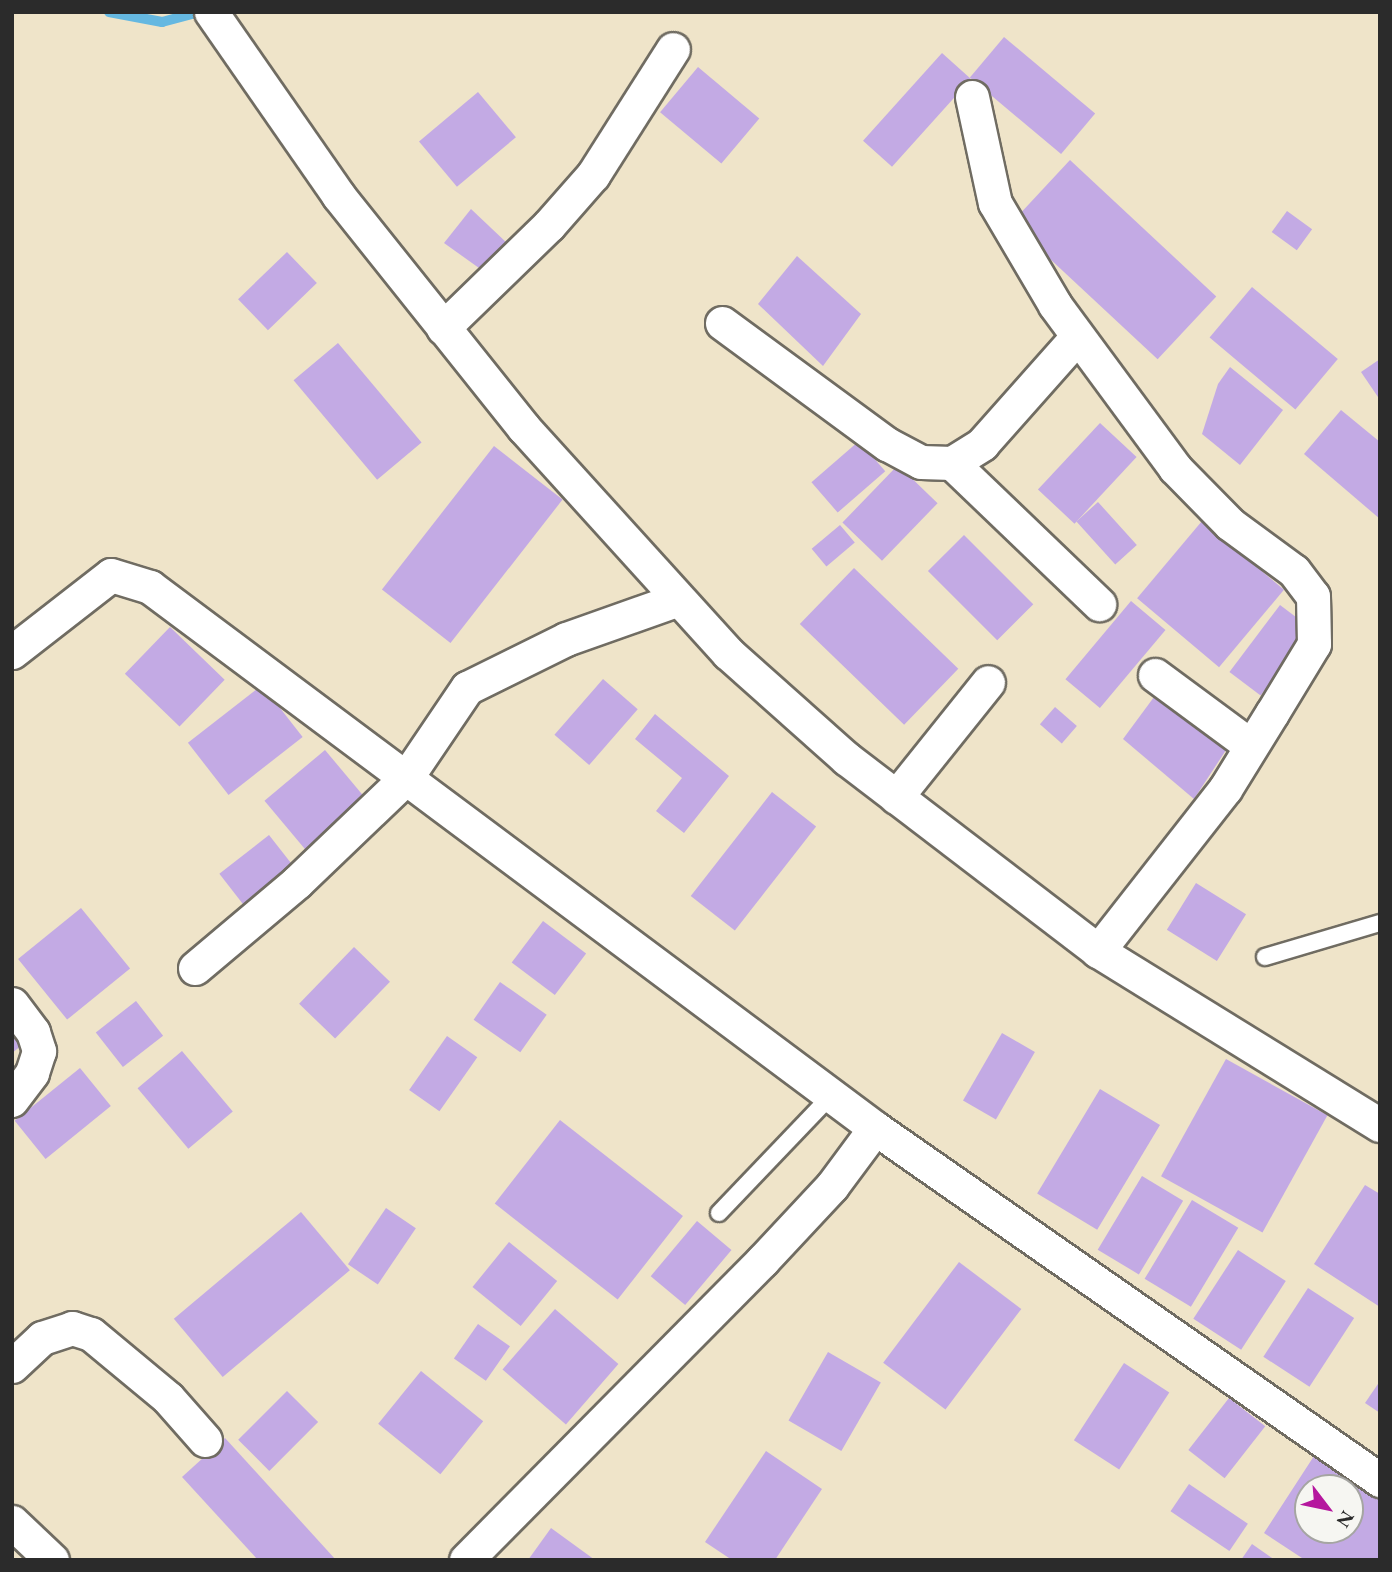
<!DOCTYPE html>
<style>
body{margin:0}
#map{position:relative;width:1392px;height:1572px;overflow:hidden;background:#efe4c9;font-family:"EB Garamond",serif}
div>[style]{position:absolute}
.stream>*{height:10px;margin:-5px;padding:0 5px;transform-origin:5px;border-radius:5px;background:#65b8e1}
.building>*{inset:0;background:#c3aae4;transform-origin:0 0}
.roads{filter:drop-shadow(2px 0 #706c62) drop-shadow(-2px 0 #706c62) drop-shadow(0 2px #706c62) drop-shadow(0 -2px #706c62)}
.lane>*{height:16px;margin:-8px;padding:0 8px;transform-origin:8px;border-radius:8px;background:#fff}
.street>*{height:33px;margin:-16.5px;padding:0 16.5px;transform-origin:16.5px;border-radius:16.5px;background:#fff}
span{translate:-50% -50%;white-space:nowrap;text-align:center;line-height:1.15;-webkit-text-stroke:5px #f6f6f2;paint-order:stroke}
.frame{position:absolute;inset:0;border:14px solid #2b2b2b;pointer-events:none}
.north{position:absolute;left:1294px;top:1474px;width:70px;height:70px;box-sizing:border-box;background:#f6f6f2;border:2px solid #a5a5a2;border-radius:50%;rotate:122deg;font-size:19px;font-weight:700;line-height:28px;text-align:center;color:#2b2b2b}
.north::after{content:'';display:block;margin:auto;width:24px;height:32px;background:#b5179e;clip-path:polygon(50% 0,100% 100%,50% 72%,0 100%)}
</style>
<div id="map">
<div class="stream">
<div style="left:109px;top:12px;width:54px;rotate:10.7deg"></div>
<div style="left:162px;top:22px;width:39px;rotate:-15deg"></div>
</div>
<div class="building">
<div style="left:1004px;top:37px;width:119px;height:53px;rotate:40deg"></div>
<div style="left:942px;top:53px;width:39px;height:118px;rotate:42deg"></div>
<div style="left:698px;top:67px;width:80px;height:59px;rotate:40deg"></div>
<div style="left:478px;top:92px;width:59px;height:77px;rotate:50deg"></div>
<div style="left:1070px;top:160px;width:200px;height:86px;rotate:43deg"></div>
<div style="clip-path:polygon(471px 209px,508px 244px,486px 273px,444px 243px)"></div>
<div style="left:1287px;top:211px;width:31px;height:26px;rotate:36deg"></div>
<div style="left:287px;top:252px;width:43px;height:68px;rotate:46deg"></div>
<div style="clip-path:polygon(797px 256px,861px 314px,823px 366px,758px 304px)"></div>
<div style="left:1252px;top:287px;width:112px;height:66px;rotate:40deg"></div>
<div style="left:338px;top:343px;width:130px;height:58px;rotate:50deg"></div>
<div style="clip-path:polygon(1380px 359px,1380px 400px,1361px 372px)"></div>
<div style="clip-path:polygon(1230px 367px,1283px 410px,1240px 465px,1202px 434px,1218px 384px)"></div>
<div style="clip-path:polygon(1341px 410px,1380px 442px,1380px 519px,1304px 454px)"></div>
<div style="left:1100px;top:423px;width:50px;height:91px;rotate:43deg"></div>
<div style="left:859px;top:441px;width:40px;height:63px;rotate:49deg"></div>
<div style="left:494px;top:446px;width:87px;height:182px;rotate:38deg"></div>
<div style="left:898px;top:465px;width:55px;height:80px;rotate:44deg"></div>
<div style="left:1098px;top:502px;width:58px;height:29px;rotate:48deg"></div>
<div style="left:1202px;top:521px;width:107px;height:101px;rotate:40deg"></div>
<div style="left:840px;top:525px;width:23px;height:37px;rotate:50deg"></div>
<div style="left:964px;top:535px;width:98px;height:51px;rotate:45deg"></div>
<div style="left:854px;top:568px;width:145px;height:78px;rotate:44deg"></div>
<div style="left:1131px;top:601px;width:45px;height:102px;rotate:40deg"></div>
<div style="left:1280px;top:605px;width:39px;height:84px;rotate:37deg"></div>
<div style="left:170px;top:627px;width:76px;height:65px;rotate:44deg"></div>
<div style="left:603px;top:679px;width:46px;height:74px;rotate:41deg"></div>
<div style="left:262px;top:685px;width:66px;height:94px;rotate:52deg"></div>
<div style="clip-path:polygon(1154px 697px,1228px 747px,1194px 799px,1123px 739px)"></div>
<div style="left:1055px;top:707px;width:29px;height:23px;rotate:41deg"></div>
<div style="clip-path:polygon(655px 714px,729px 776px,684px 833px,656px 811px,682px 778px,635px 739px)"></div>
<div style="left:325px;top:750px;width:72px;height:79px;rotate:50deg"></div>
<div style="left:772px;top:792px;width:56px;height:132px;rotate:38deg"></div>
<div style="left:269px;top:835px;width:49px;height:63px;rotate:52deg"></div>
<div style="left:1196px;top:883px;width:59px;height:55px;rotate:32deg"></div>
<div style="left:81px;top:908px;width:78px;height:81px;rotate:51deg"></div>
<div style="left:543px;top:921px;width:54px;height:52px;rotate:37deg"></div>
<div style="left:354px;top:947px;width:50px;height:79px;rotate:44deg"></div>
<div style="left:500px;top:982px;width:57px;height:46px;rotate:35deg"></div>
<div style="left:136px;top:1001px;width:44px;height:51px;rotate:52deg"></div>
<div style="clip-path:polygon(12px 1024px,26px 1042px,12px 1053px)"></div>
<div style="left:1002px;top:1033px;width:38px;height:78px;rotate:30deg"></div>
<div style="left:447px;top:1036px;width:37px;height:66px;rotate:35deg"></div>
<div style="left:182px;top:1051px;width:79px;height:58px;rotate:50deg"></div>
<div style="left:1226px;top:1059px;width:116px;height:134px;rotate:29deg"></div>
<div style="left:80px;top:1068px;width:49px;height:84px;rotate:51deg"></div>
<div style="left:1100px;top:1089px;width:70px;height:122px;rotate:31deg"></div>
<div style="left:560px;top:1120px;width:156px;height:106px;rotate:38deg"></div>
<div style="left:1142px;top:1176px;width:48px;height:86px;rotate:31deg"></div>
<div style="clip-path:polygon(1365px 1185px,1380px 1194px,1380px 1307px,1314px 1264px)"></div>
<div style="left:1192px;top:1200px;width:54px;height:92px;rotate:31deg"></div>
<div style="left:386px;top:1208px;width:36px;height:68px;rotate:34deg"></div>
<div style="left:301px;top:1212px;width:76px;height:166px;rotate:50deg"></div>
<div style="left:697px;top:1221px;width:45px;height:72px;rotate:40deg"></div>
<div style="left:509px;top:1242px;width:62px;height:58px;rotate:39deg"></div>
<div style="left:1238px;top:1250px;width:57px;height:82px;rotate:33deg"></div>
<div style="left:959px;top:1262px;width:78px;height:126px;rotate:37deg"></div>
<div style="left:1308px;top:1288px;width:55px;height:82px;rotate:33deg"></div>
<div style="left:555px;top:1309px;width:84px;height:80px;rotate:41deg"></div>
<div style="left:478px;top:1324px;width:39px;height:42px;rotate:35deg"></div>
<div style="left:828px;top:1352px;width:61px;height:79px;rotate:30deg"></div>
<div style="left:1124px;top:1363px;width:54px;height:92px;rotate:33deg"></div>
<div style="left:421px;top:1371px;width:80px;height:68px;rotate:39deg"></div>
<div style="clip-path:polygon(1380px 1381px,1380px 1413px,1365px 1403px)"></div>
<div style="left:287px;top:1391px;width:44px;height:69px;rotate:45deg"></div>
<div style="left:1229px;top:1398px;width:46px;height:66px;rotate:38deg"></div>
<div style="clip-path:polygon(225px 1438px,336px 1560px,258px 1560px,182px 1477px)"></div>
<div style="clip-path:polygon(766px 1451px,822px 1489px,775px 1560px,732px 1560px,705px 1542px)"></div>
<div style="clip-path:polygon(evenodd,1314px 1456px,1380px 1498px,1380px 1560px,1305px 1560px,1264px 1533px,1314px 1456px,1308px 1488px,1350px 1488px,1350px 1530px,1308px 1530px,1308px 1488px)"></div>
<div style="left:1189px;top:1484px;width:71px;height:33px;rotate:34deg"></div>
<div style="clip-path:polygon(551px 1528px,595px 1560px,528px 1560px)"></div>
<div style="clip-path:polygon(1252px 1544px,1275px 1560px,1241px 1560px)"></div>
</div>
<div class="roads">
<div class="lane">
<div style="left:1265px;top:957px;width:120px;rotate:-16.5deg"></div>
<div style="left:719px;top:1213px;width:162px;rotate:-46.3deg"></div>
</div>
<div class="street">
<div style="left:211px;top:12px;width:223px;rotate:55.2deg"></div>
<div style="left:338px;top:195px;width:298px;rotate:51.4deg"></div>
<div style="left:524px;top:428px;width:304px;rotate:47.8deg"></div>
<div style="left:728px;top:653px;width:159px;rotate:41.7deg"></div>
<div style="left:847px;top:759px;width:316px;rotate:37.4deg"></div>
<div style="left:1098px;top:951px;width:331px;rotate:31.7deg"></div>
<div style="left:972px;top:97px;width:108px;rotate:77.8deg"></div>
<div style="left:995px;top:203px;width:118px;rotate:59.5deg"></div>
<div style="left:1055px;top:305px;width:202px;rotate:53.6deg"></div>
<div style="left:1175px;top:468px;width:78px;rotate:45.5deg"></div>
<div style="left:1230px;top:524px;width:79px;rotate:36.3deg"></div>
<div style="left:1294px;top:571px;width:31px;rotate:53deg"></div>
<div style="left:1313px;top:596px;width:48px;rotate:88.8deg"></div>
<div style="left:1314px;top:644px;width:81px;rotate:121.3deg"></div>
<div style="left:1272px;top:713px;width:89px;rotate:121.7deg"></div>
<div style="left:1225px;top:789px;width:206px;rotate:128.1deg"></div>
<div style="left:722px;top:323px;width:205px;rotate:36.3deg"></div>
<div style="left:887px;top:444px;width:38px;rotate:28deg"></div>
<div style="left:921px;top:462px;width:31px;rotate:2deg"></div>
<div style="left:952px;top:463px;width:36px;rotate:-32deg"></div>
<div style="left:982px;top:444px;width:143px;rotate:-48.4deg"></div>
<div style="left:443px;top:328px;width:148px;rotate:-44.2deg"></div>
<div style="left:549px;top:225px;width:67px;rotate:-48.7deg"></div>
<div style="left:593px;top:175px;width:149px;rotate:-57.6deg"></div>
<div style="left:952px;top:463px;width:204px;rotate:43.8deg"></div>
<div style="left:12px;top:652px;width:125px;rotate:-37.9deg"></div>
<div style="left:111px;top:575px;width:41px;rotate:17.1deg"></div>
<div style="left:150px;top:587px;width:905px;rotate:36.73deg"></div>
<div style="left:875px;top:1128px;width:616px;rotate:34.88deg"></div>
<div style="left:1155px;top:675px;width:119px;rotate:36.5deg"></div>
<div style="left:896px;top:797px;width:147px;rotate:-51.3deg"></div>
<div style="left:195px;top:968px;width:133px;rotate:-40.1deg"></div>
<div style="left:297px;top:882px;width:151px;rotate:-43.7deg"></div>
<div style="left:406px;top:778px;width:109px;rotate:-55.9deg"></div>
<div style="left:467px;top:688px;width:110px;rotate:-26.3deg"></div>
<div style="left:566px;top:639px;width:117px;rotate:-19.5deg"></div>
<div style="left:12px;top:1004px;width:35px;rotate:53deg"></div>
<div style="left:33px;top:1032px;width:20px;rotate:72deg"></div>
<div style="left:39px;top:1051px;width:23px;rotate:108deg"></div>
<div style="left:32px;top:1073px;width:34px;rotate:127deg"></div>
<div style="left:12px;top:1366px;width:41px;rotate:-43deg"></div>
<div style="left:42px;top:1338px;width:32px;rotate:-18deg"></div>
<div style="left:72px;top:1328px;width:20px;rotate:18deg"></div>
<div style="left:91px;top:1334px;width:100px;rotate:39.7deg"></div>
<div style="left:168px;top:1398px;width:56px;rotate:48.6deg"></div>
<div style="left:12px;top:1522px;width:55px;rotate:43.5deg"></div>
<div style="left:466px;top:1560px;width:421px;rotate:-45.3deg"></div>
<div style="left:762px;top:1261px;width:103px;rotate:-47deg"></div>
<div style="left:832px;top:1186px;width:72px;rotate:-53.4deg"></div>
</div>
</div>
<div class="frame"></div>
<div class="north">N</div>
</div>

• _EXERCISE GOAL_
Look through the records for the string "lane". Copy every line that has it.

• _EXPECTED OUTPUT_
.lane>*{height:16px;margin:-8px;padding:0 8px;transform-origin:8px;border-radius:8px;background:#fff}
<div class="lane">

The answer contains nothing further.